To demonstrate a basic programmatic interaction with Supermetrics, the following Python example illustrates how to make a request to the Supermetrics API. This example assumes you have an API key and are looking to fetch data from a specific data source, such as Google Analytics, into a JSON format. This approach is typically used for integrating Supermetrics data into custom applications or workflows outside of its pre-built connectors.

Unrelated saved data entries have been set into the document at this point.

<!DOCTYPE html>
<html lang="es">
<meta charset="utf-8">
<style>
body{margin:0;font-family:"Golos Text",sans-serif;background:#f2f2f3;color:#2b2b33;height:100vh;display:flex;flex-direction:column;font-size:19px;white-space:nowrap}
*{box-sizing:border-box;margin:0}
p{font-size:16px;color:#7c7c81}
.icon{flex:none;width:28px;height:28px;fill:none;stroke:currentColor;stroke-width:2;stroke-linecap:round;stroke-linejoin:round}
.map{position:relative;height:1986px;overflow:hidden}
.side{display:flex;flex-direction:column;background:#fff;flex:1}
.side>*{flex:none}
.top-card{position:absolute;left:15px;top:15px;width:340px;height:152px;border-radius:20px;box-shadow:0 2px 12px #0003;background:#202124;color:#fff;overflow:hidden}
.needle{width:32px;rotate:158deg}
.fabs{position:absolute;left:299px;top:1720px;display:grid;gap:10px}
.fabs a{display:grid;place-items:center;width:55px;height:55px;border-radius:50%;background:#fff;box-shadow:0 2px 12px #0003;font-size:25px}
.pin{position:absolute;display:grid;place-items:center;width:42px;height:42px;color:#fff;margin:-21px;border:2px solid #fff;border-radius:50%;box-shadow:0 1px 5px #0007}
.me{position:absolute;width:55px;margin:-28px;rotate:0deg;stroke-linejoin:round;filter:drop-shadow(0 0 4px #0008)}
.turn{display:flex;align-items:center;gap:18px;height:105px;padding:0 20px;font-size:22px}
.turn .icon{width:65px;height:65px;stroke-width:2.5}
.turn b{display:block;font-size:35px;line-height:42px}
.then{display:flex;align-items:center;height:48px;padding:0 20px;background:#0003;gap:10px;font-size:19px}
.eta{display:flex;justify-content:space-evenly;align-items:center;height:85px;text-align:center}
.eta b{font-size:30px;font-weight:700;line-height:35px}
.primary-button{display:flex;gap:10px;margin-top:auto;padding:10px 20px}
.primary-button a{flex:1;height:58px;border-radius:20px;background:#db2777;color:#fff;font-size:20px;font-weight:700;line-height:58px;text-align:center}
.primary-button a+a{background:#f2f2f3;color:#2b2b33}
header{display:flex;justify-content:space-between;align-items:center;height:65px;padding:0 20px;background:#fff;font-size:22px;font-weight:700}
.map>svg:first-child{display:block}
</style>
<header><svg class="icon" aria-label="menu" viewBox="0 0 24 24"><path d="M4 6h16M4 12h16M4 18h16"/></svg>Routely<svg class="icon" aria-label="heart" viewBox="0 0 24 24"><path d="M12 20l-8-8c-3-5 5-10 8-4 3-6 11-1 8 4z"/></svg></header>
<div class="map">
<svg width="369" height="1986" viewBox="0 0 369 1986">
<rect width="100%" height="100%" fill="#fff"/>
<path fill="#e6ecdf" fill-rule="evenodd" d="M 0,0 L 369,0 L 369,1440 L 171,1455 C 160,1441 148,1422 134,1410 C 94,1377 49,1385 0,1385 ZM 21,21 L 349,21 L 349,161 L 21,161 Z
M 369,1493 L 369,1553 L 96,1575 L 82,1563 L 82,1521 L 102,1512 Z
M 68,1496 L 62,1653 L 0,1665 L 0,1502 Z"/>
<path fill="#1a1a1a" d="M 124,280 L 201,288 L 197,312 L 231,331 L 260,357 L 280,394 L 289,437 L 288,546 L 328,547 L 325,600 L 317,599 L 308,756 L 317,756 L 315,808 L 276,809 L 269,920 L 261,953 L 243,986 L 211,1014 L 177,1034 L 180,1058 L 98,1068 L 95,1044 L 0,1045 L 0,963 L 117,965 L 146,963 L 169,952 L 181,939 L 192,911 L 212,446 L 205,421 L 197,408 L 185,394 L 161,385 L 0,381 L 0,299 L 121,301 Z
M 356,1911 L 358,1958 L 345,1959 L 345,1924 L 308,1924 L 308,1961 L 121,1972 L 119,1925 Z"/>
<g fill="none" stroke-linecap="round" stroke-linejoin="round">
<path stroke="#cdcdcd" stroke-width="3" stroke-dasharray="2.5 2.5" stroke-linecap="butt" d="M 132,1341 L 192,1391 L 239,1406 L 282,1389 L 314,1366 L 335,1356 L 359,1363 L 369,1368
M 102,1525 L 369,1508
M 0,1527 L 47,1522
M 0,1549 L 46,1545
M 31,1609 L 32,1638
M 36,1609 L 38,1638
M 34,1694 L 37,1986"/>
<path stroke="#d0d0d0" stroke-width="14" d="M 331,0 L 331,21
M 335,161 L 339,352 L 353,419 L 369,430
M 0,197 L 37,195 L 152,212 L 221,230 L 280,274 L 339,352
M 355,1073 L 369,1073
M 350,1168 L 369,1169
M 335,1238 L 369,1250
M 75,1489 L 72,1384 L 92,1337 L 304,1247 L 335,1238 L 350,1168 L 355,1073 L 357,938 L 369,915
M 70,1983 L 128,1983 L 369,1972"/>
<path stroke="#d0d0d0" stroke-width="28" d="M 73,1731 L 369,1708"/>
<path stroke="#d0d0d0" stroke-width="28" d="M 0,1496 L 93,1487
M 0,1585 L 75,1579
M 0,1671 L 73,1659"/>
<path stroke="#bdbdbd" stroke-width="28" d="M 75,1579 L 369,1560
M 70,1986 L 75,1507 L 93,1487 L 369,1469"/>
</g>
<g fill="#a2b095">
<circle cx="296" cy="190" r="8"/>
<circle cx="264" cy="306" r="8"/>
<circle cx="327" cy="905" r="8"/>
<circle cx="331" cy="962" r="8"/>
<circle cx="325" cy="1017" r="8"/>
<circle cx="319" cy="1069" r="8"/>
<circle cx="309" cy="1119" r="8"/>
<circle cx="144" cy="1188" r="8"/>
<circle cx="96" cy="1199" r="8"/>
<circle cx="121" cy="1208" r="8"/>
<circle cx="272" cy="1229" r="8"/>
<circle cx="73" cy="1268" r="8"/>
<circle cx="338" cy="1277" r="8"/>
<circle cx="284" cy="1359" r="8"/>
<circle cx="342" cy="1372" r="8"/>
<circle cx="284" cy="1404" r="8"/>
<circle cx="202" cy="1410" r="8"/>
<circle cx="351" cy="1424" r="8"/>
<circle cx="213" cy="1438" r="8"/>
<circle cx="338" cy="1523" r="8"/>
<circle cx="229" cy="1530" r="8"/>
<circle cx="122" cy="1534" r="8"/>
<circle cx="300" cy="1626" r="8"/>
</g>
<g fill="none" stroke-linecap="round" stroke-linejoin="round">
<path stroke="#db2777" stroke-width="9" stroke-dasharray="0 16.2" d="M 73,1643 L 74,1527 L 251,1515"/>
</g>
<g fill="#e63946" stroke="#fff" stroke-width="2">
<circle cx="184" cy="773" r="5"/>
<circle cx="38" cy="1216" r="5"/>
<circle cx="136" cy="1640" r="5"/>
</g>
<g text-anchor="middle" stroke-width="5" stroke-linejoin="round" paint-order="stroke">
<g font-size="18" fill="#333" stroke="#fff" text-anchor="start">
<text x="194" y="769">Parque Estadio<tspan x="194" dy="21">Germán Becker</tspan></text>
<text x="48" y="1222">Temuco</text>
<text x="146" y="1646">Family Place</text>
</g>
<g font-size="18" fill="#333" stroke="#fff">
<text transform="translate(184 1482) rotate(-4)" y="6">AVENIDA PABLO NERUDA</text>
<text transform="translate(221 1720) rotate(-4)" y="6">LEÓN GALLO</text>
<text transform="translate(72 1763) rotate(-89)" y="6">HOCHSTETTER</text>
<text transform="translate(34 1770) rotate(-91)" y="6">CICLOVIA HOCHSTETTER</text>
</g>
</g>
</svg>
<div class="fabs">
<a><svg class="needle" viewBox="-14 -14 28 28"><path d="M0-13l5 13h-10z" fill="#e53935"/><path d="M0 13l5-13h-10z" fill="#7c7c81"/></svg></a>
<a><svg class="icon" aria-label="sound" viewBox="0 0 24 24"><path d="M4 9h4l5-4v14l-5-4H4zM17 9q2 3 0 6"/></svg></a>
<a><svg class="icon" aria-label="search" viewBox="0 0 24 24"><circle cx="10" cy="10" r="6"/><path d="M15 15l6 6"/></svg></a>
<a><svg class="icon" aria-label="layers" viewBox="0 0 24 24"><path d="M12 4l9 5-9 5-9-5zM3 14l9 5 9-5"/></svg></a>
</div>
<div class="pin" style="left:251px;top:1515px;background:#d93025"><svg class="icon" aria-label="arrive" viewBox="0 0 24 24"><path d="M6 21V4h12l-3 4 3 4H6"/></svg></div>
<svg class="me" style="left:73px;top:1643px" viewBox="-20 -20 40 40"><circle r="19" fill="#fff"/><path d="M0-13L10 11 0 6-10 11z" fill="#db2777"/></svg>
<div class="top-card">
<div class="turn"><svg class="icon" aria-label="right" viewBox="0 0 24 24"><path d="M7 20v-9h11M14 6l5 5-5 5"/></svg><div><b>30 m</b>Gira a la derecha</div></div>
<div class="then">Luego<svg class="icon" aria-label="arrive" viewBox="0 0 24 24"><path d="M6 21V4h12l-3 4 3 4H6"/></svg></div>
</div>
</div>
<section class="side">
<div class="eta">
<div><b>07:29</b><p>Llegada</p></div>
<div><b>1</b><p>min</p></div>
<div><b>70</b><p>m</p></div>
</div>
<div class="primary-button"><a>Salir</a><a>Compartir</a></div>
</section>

Before running this code, ensure you have a Supermetrics user account with API access enabled and have generated an API key. You would also need to specify the correct dataSourceId and accountIds corresponding to your Google Analytics property.


import requests
import json

# Replace with your actual Supermetrics API Key
API_KEY = "YOUR_SUPERMETRICS_API_KEY"

# Define the API endpoint for fetching data
API_ENDPOINT = "https://api.supermetrics.com/query"

# Define query parameters
# This example fetches sessions and users from Google Analytics for the last 7 days.
# Replace 'YOUR_DATA_SOURCE_ID' (e.g., 'GA') and 'YOUR_ACCOUNT_ID' (e.g., 'ga:123456789')
# For detailed data source IDs and metrics, refer to Supermetrics API documentation.
query_params = {
    "apiKey": API_KEY,
    "dataSourceId": "YOUR_DATA_SOURCE_ID", # e.g., "GA"
    "accountIds": "YOUR_ACCOUNT_ID",      # e.g., "ga:123456789"
    "startDate": "LAST_7_DAYS",
    "endDate": "TODAY",
    "metrics": "sessions,users",
    "fields": "date,sessions,users",
    "format": "json"
}

try:
    response = requests.get(API_ENDPOINT, params=query_params)
    response.raise_for_status() # Raise an exception for HTTP errors (4xx or 5xx)

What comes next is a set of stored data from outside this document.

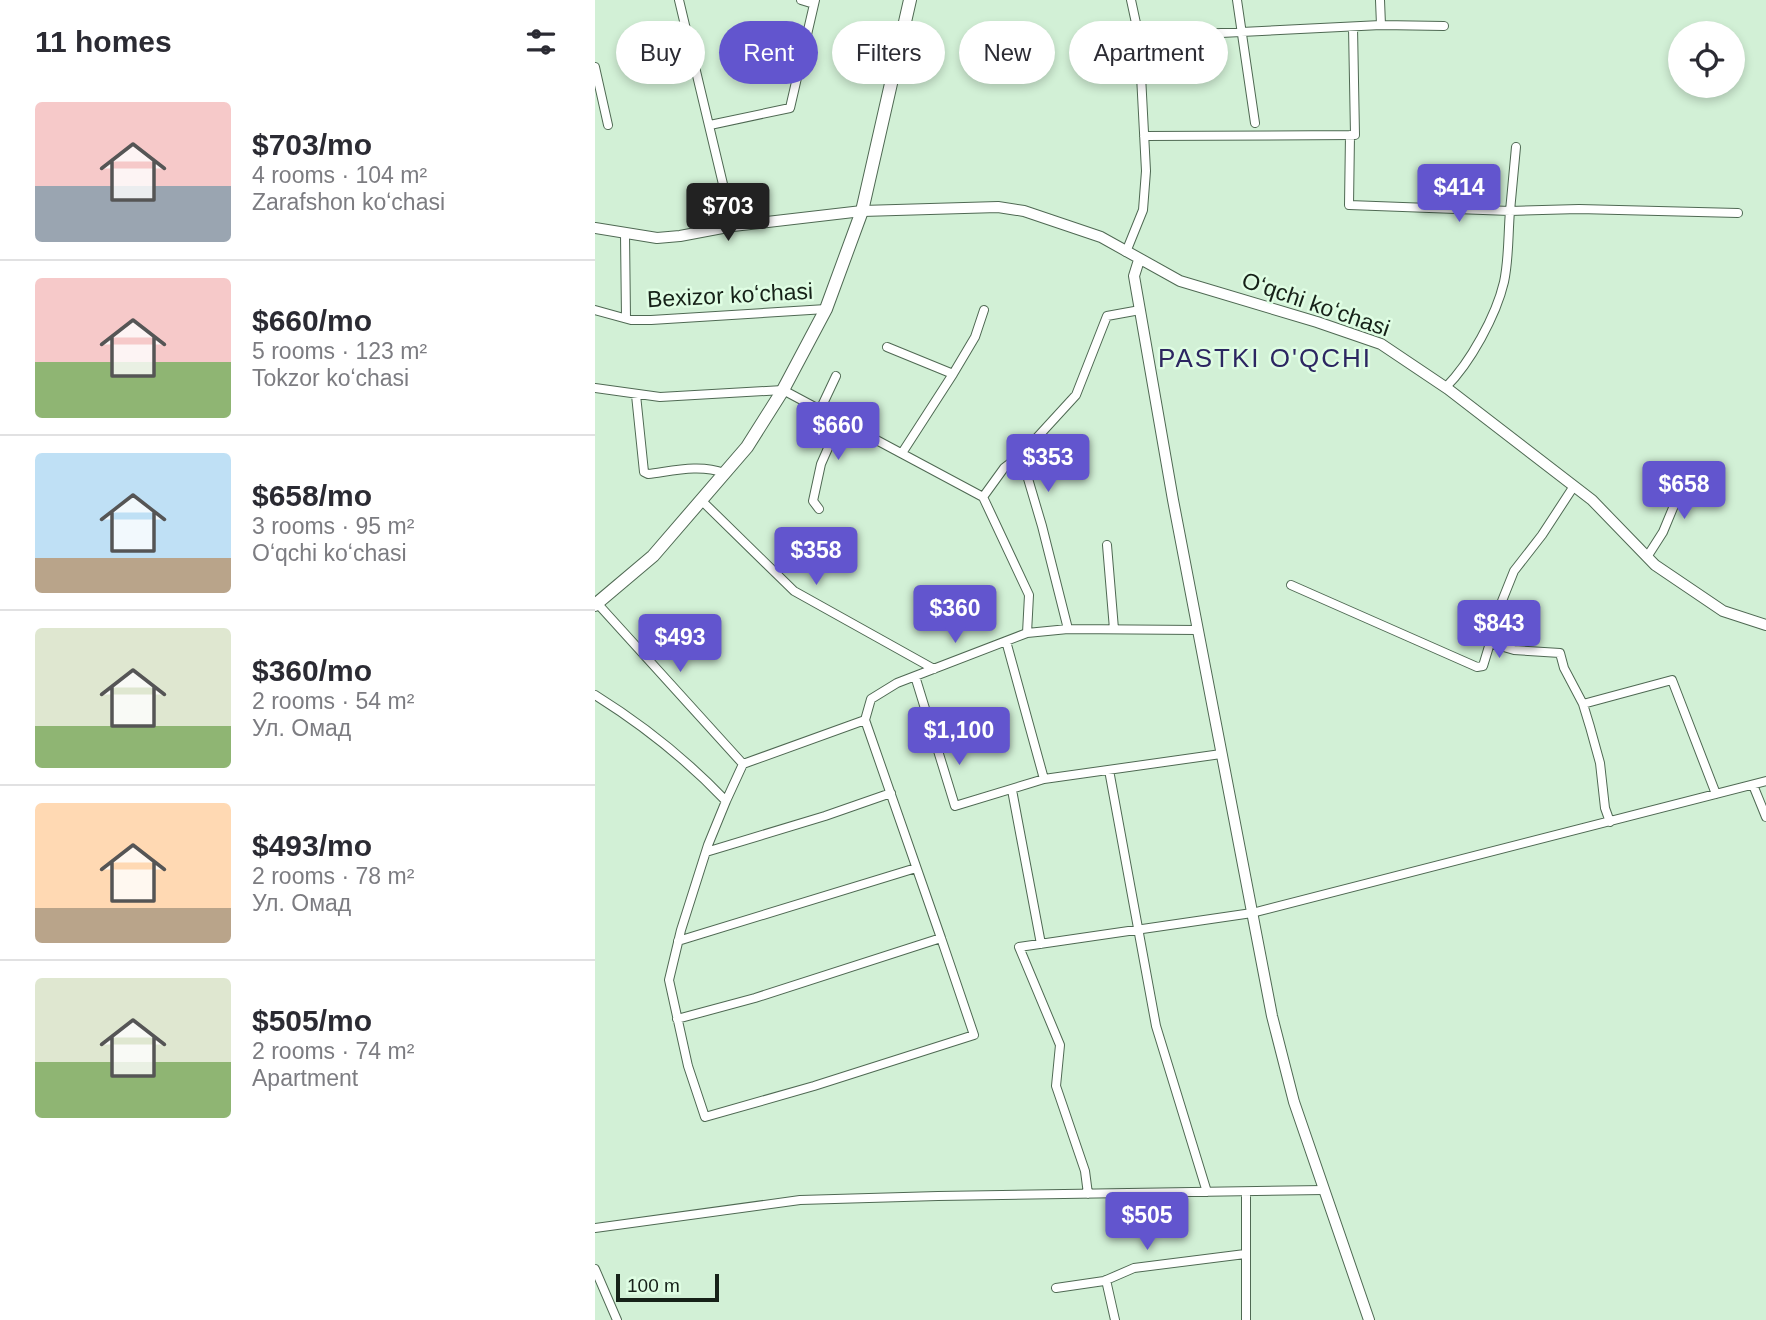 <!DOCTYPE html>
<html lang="en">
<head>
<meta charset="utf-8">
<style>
	:root { --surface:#fff; --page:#f7f7f7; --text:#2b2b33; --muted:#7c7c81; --line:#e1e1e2; --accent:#6255ce }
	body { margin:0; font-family:Arial,sans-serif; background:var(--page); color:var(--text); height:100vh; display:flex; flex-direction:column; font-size:26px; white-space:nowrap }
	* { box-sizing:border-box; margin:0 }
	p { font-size:23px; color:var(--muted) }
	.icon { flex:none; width:38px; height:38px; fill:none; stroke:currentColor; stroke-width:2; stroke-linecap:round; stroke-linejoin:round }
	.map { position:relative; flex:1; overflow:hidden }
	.sheet { display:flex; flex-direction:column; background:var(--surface); width:595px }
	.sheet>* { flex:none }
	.hud { position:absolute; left:21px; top:21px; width:665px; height:63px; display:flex; gap:14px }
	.fabs { position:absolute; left:1073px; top:21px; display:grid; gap:14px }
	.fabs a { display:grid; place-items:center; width:77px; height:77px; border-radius:50%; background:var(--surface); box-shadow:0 4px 10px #0003; font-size:35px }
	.scale { position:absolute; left:21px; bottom:18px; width:103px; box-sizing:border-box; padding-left:7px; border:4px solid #162118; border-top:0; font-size:19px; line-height:24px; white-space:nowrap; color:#162118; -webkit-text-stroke:5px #dffde3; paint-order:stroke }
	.price { position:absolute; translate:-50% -60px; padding:0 16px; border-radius:7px; background:var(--accent); color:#fff; font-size:23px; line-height:46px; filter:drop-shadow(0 2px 4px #0008) }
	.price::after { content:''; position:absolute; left:50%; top:42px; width:21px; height:16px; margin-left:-10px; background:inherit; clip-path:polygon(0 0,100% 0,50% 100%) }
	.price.on { background:#222; color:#fff }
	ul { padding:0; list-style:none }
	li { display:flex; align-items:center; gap:21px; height:175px; padding:0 35px }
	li+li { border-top:2px solid var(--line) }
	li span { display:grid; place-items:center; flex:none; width:196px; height:140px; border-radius:7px; color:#555 }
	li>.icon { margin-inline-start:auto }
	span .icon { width:84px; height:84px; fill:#fffc; stroke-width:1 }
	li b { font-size:30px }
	h2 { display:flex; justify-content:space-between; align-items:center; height:84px; padding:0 35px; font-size:30px }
	.chip { padding:0 24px; border-radius:32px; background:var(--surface); box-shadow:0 4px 10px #0003; font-size:24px; line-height:63px }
	.chip.on { background:var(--accent); color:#fff }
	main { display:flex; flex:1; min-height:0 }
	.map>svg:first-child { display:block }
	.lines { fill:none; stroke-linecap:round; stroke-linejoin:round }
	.street-casing { stroke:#4f6953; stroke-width:10 }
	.secondary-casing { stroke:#4f6953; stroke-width:12 }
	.primary-casing { stroke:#4f6953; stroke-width:14 }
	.street { stroke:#fff; stroke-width:8 }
	.secondary { stroke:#fff; stroke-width:10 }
	.primary { stroke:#fff; stroke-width:12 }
	.labels { text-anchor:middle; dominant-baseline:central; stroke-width:5; stroke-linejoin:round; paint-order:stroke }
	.street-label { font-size:23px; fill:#162118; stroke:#dffde3 }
	.quarter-label { font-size:26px; letter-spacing:2px; fill:#2c2661; stroke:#dffde3 }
</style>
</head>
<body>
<main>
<section class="sheet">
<h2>11 homes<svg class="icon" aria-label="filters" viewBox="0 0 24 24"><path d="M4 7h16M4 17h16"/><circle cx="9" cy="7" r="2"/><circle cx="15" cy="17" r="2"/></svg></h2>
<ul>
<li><span style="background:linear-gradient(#f6c9c9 60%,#9aa5b1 0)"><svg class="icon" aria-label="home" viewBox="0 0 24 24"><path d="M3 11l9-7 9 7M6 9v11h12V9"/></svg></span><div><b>$703/mo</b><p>4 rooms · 104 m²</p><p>Zarafshon koʻchasi</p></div></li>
<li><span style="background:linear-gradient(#f6c9c9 60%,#8fb573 0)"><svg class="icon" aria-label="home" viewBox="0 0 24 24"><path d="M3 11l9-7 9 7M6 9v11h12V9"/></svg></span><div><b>$660/mo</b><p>5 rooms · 123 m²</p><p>Tokzor koʻchasi</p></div></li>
<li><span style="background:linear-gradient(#bfe0f5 75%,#b9a48a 0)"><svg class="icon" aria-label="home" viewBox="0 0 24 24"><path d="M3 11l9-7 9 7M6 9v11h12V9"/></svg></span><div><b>$658/mo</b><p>3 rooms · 95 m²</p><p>Oʻqchi koʻchasi</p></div></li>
<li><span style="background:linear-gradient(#dfe7d0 70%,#8fb573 0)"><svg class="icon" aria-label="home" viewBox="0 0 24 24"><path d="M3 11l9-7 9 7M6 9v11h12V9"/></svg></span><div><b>$360/mo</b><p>2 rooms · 54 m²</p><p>Ул. Омад</p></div></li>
<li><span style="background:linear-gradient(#ffd9b3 75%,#b9a48a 0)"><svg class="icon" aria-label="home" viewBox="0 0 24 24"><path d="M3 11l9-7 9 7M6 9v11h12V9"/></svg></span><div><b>$493/mo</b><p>2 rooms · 78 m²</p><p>Ул. Омад</p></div></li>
<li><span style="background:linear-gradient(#dfe7d0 60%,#8fb573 0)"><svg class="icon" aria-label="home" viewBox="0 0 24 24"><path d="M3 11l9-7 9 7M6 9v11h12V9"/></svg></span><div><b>$505/mo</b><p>2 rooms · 74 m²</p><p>Apartment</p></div></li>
</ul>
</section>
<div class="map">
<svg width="1171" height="1320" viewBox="0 0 1171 1320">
	<rect width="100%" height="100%" fill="#d2f0d6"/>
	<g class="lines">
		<g class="street-casing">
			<path id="street" d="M84,0L138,226
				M206,0L219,4
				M536,0L544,37L786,25L849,26
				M642,0L660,123
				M785,0L786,25
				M0,67L13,125
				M115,125L195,108L220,0
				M755,135L754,205L915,211C913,234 914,259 909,282C901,316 875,363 851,387
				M549,136L760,135L758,27
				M921,147L915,211L984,209L1143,213
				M30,234L31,318
				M531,252L548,210L551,171L544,37
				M0,310L36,320H56L231,309
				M292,347L358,374L380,337L389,310
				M0,388L65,397L188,390L388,497L434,595L432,633
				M41,395L49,472L53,474C78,471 105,464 129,473
				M225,410L241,376
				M307,453L358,374
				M426,455L481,395L512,316L545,310
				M979,486L947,535L919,571L899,621L895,643L919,650L965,653L969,668L988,704L995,727L1005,763L1010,808L1015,822
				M388,497L409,468L426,455L447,526L473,629
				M106,500L199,591L339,669
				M224,509L218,501L226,464L245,421
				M512,545L519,629
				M1052,557L1068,532L1085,491L1080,478
				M696,585L882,667L888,666L895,643
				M2,603L148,764
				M411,641L449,779L626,754
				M320,676L360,806L449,779
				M0,695C48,725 92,760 131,801L148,764L270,720L276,699L302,683L432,633L473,629L603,630
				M988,704L1077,680L1121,794
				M270,720L346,938
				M514,770L561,1026L612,1192
				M1158,785L1171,817
				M417,790L446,944
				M111,852L230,816L296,793
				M83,941L321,868
				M82,1019L160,998L346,938L379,1035L219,1086L110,1117L93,1066L74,980L86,930L113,845L131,801
				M651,1192V1320
				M493,1194L490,1171L461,1086L465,1045L424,947L657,913L1171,781
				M0,1228L205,1200L343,1196L729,1190
				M0,1269L22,1320
				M511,1280L520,1320
				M461,1288L509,1281L539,1268L650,1254"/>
		</g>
		<g class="secondary-casing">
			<path id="secondary" d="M0,228L62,238L85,236L138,226L267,211L403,207L429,211L506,237L585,281L722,322L786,344L853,389L997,500L1060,565L1128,611L1171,625
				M544,260L539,276L578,500L677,1016L699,1102L774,1320"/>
		</g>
		<g class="primary-casing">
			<path id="primary" d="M0,605L58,556L152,447L188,390L231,309L267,211L315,0"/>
		</g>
		<use href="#street" class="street"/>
		<use href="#secondary" class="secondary"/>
		<use href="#primary" class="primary"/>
	</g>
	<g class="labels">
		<g class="street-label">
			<text transform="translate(135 295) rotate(-3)">Bexizor koʻchasi</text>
			<text transform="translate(721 304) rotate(19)">Oʻqchi koʻchasi</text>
		</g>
		<g class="quarter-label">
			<text x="670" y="358">PASTKI O'QCHI</text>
		</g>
	</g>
</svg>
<div class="fabs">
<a><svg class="icon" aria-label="locate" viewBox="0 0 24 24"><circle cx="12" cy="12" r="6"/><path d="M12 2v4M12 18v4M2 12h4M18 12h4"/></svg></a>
</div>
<div class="scale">100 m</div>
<b class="price" style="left:864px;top:224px">$414</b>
<b class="price on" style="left:133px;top:243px">$703</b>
<b class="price" style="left:243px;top:462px">$660</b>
<b class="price" style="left:453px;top:494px">$353</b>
<b class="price" style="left:1089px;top:521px">$658</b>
<b class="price" style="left:221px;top:587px">$358</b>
<b class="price" style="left:360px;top:645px">$360</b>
<b class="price" style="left:904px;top:660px">$843</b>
<b class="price" style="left:85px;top:674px">$493</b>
<b class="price" style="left:364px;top:767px">$1,100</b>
<b class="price" style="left:552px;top:1252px">$505</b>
<div class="hud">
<a class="chip">Buy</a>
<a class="chip on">Rent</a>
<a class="chip">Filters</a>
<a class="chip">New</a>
<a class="chip">Apartment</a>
</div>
</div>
</main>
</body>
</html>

    data = response.json()

    # Pretty print the JSON response
    print(json.dumps(data, indent=2))

    # Example of accessing retrieved data
    if 'data' in data and data['data']:
        print("\nFirst row of data:")
        print(data['data'][0])

except requests.exceptions.RequestException as e:
    print(f"An error occurred: {e}")
except json.JSONDecodeError:
    print("Failed to decode JSON response.")
    print("Raw response:", response.text)

This script initiates a GET request to the Supermetrics API with specified parameters. The dataSourceId and accountIds are critical for targeting the correct data source and specific account within that source (e.g., a particular Google Analytics view or Google Ads account). The metrics and fields parameters define what data points to retrieve. The response is parsed as JSON, and the script then prints the formatted data. Developers can adapt this pattern to fetch data for various sources, apply filters, and integrate the results into databases, custom dashboards, or automated reporting scripts.